Bondi scrive al Giornale: "Tradito anche dal Pdl E presto mi dimetterò"

Il ministro dei Beni culturali: "Constato che dalla sinistra alla de­stra di Marcello Veneziani la sod­disfazione per le mie dimissioni è unanime. Stiano sereni, presto li accontenterò..."

Bondi scrive al Giornale: 
"Tradito anche dal Pdl 
E presto mi dimetterò"

Egregio direttore, constato che dalla sinistra alla de­stra di Marcello Veneziani la sod­disfazione per le mie dimissioni è unanime. Stiano sereni, presto li accontenterò. Mi permetta, però, di rispondere bre­vemente a Marcello Veneziani e poi spie­gare il perché delle mie dimissioni. Al­l’editorialista del suo quotidiano vorrei dire che non pretendo certo di avere il consenso di tutti, dunque ancor meno il suo che dichiara esplicitamente di non avermi mai apprezzato come ministro né come politico. E questo sinceramen­te potrebbe essere un complimento per me.

La decisione di dimettermi è innanzi­tutto una piena e consapevole scelta di vita maturata in secondo luogo dalle difficoltà incon­trate. Ho accettato l’incarico di ministro della Cultura per­ché convinto che su questo terreno si giocava una parti­ta importante se non decisi­va dell’identità del centro­destra e della sua capacità di dialogare con tutti gli uo­mini di cultura. In questo ruolo posso avere fatto degli errori, ma ho realizzato delle riforme im­portanti e ho imposto una linea alternati­va, in senso compiutamente liberale e riformatore, alla politica culturale della sinistra. Purtroppo in que­sto sforzo non sono stato so­stenuto con la necessaria consapevolezza dalla stes­sa maggioranza di governo e da quei colleghi che avreb­bero potuto imprimere in­sieme a me una svolta nel modo di concepire il rap­porto fra stato e cultura in Italia.
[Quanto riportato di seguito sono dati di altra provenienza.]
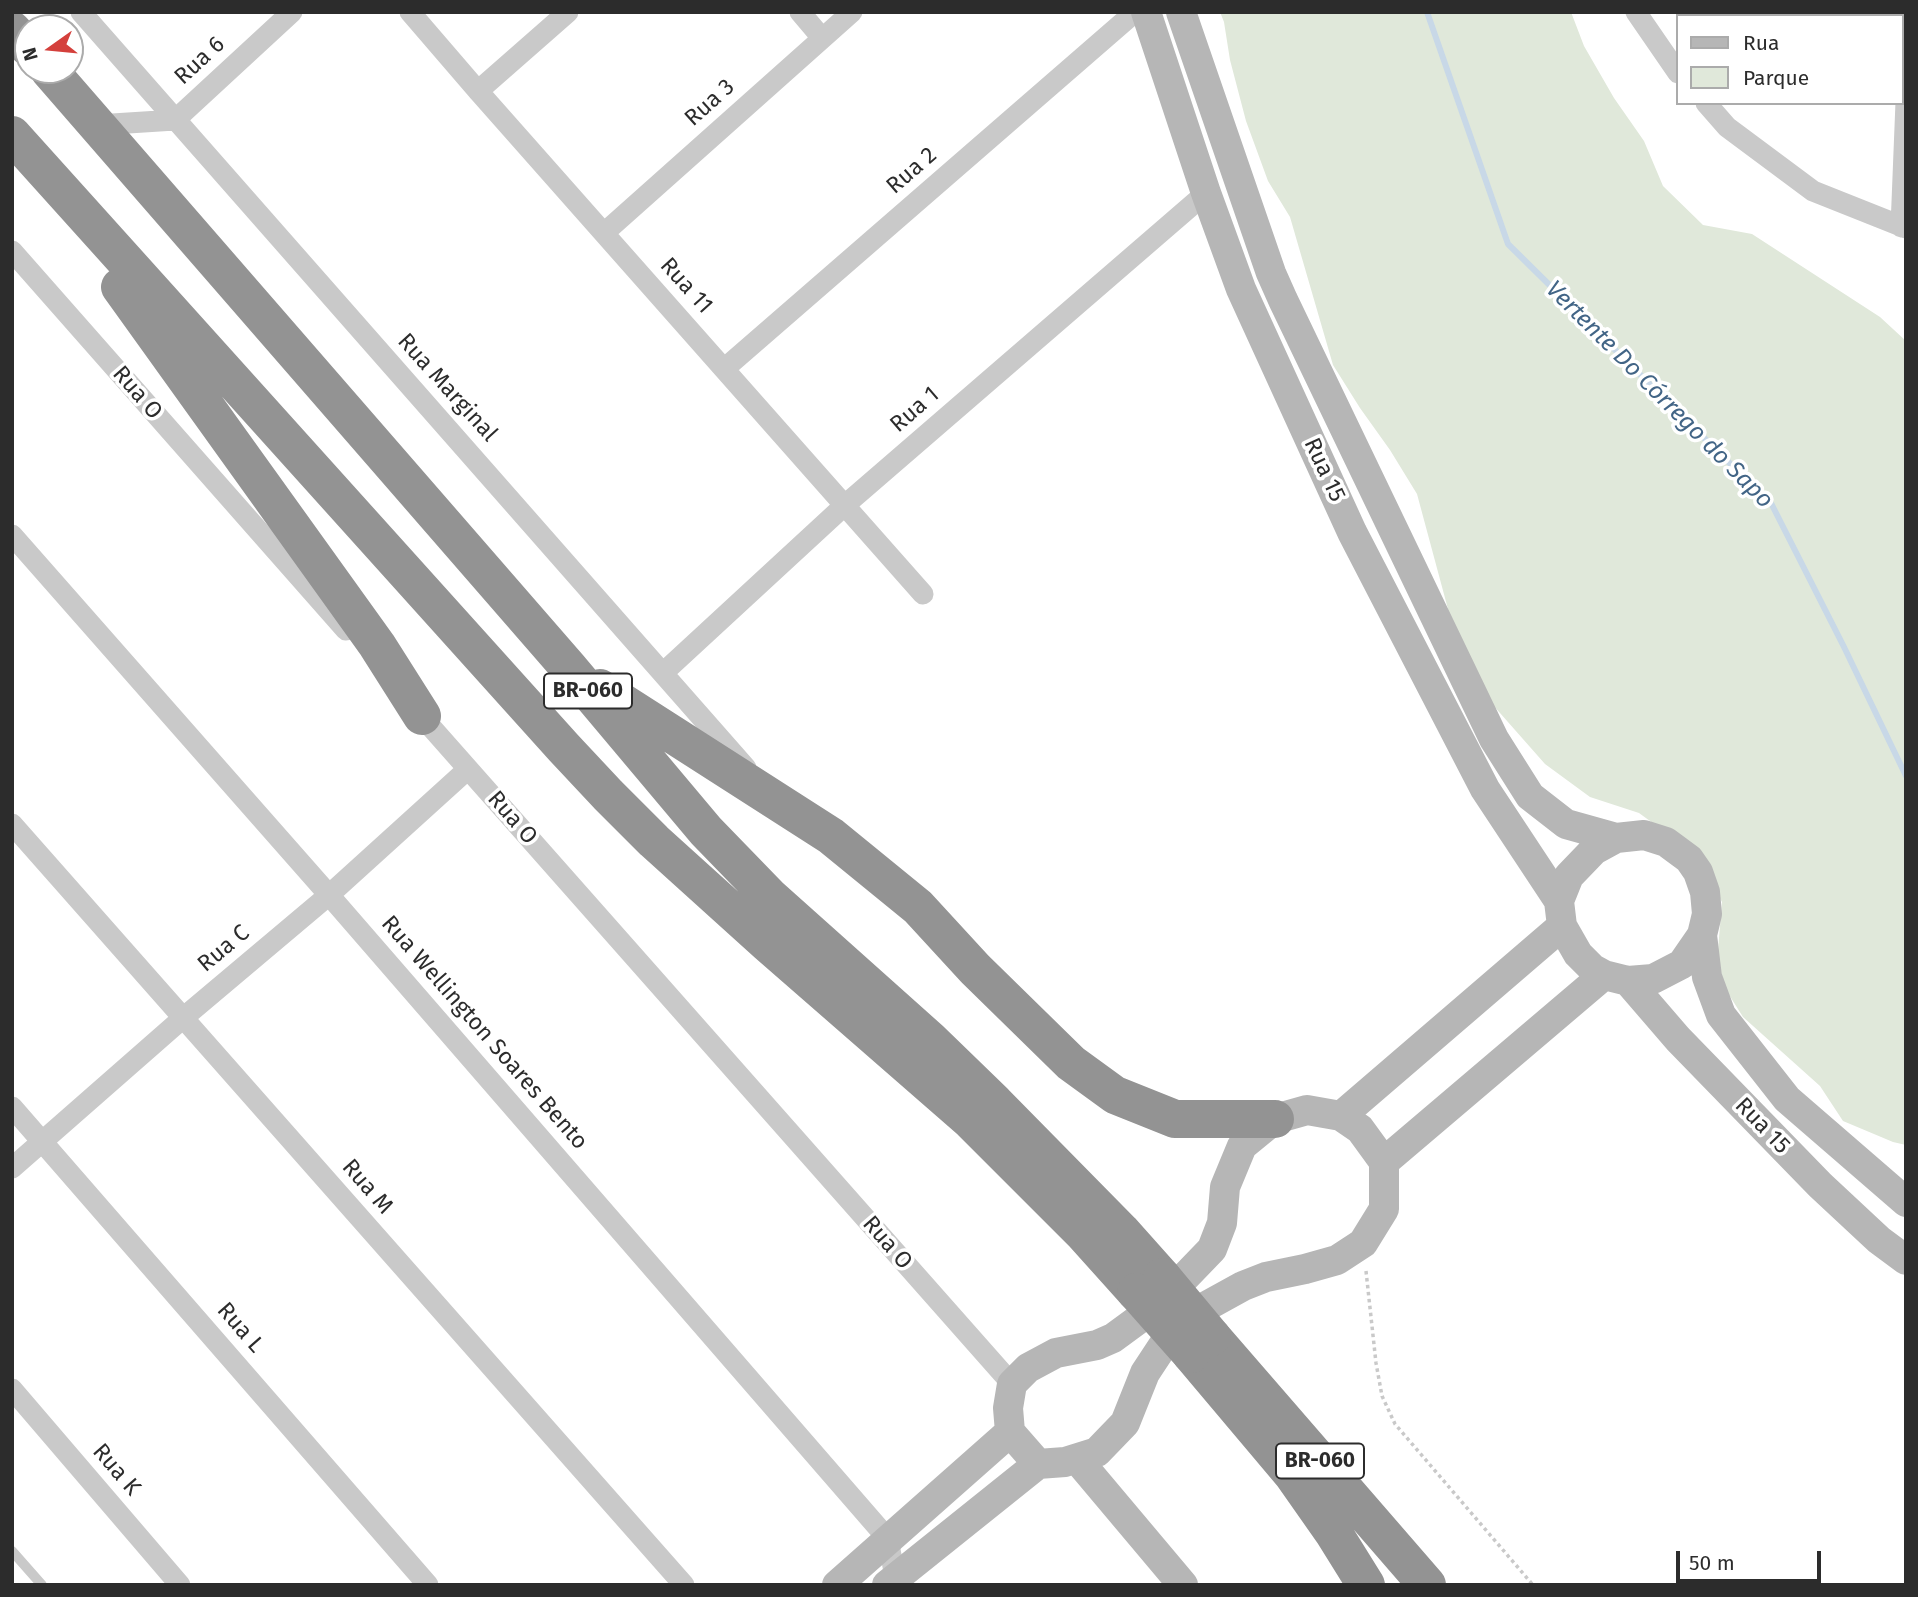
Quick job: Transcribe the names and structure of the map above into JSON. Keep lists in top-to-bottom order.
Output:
{
  "streets": {
    "highway": ["BR-060"],
    "street": [
      "Rua 6",
      "Rua 3",
      "Rua 2",
      "Rua 11",
      "Rua Marginal",
      "Rua O",
      "Rua 1",
      "Rua 15",
      "Rua C",
      "Rua Wellington Soares Bento",
      "Rua M",
      "Rua L",
      "Rua K"
    ]
  },
  "crossings": [
    ["Rua 6", "Rua Marginal"],
    ["Rua 3", "Rua 11"],
    ["Rua 2", "Rua 11"],
    ["Rua 11", "Rua 1"],
    ["Rua Marginal", "Rua 1"],
    ["Rua O", "Rua C"],
    ["Rua 1", "Rua 15"],
    ["Rua C", "Rua Wellington Soares Bento"],
    ["Rua C", "Rua M"],
    ["Rua C", "Rua L"]
  ],
  "water": ["Vertente Do Córrego do Sapo"],
  "legend": ["Rua", "Parque"],
  "scale_bar": "50 m",
  "north": "left"
}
E questo mancato so­stegno è avvenuto oltretut­to nel momento in cui mi sono trovato più in difficoltà, a seguito del crollo di un muro in cemento a Pompei e più colpito dalle iniziative della sinistra, fino alla presentazione di una mozione di sfidu­cia individuale nei miei confronti, pur non avendo io mai scaricato su altri la responsabilità della mancanza di fondi, che pure è stata l’accusa più frequente rivoltami dalla sinistra. Le vicende del decreto Milleproroghe hanno ulteriormente evidenziato la mia incapacità d mantenere fede agli impe­gni che avevo preso, e nel richiedere al­meno un minimo di coerenza nell’ambi­to dei provvedimenti riguardanti la cul­tura. Anche per queste ragioni sono giunto ad una deliberazione definitiva. Il presi­dente Berlusconi, che non finirò mai di ringraziare anche per avermi scelto qua­le membro del suo governo nel 2008, sa della mia decisione di lasciare il ministe­ro e affronterà la questione non appena sarà possibile.
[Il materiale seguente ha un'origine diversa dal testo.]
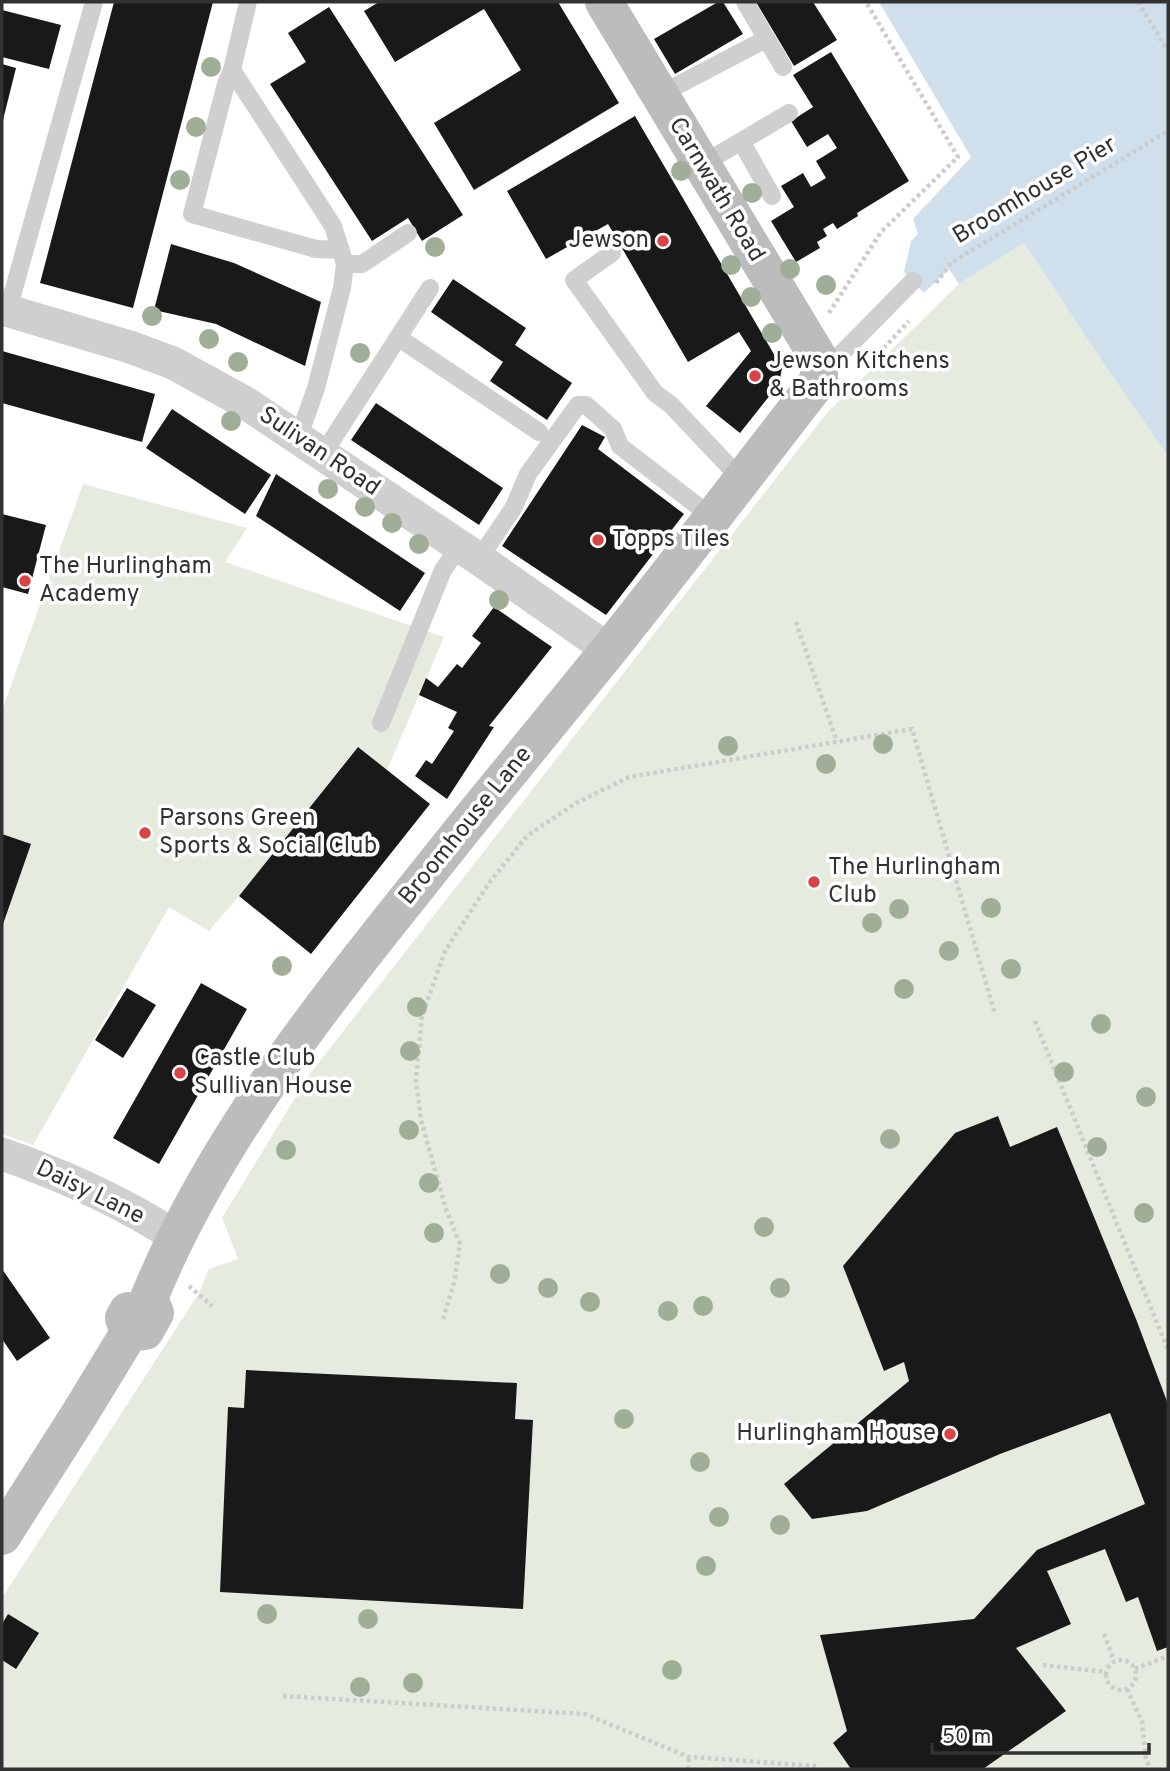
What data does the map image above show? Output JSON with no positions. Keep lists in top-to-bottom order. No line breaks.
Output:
{"streets":{"street":["Carnwath Road","Sulivan Road","Broomhouse Lane","Daisy Lane"],"path":["Broomhouse Pier"]},"crossings":[["Carnwath Road","Broomhouse Lane"],["Sulivan Road","Broomhouse Lane"],["Broomhouse Lane","Daisy Lane"]],"places":["Jewson","Jewson Kitchens & Bathrooms","Topps Tiles","The Hurlingham Academy","Parsons Green Sports & Social Club","The Hurlingham Club","Castle Club Sullivan House","Hurlingham House"],"scale_bar":"50 m"}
Il presidente Berlusconi sa anche che questa decisione, al di là delle considerazioni sopra citate, nasce da una scelta di vita personale e sa an­che che non sono mai stato alla ricerca di incarichi né di mostrine, sia politiche che ministeriali. Berlusconi sa che vo­glio avere più tempo per dedicarmi alla mia famiglia, che intendo svolgere bene l’incarico di senatore e che desidero più di ogni altra cosa continuare a lavorare al suo fianco per cambiare questo Pae­se.

Gli amici di partito sanno perfettamen­te che il mio impegno non verrà meno, e forse sarà più utile se sarò libero di impe­gnarmi in quella che sento essere la mia più autentica vocazione, che è il lavoro intellettuale e la militanza intesa come solidarietà e crescita comune.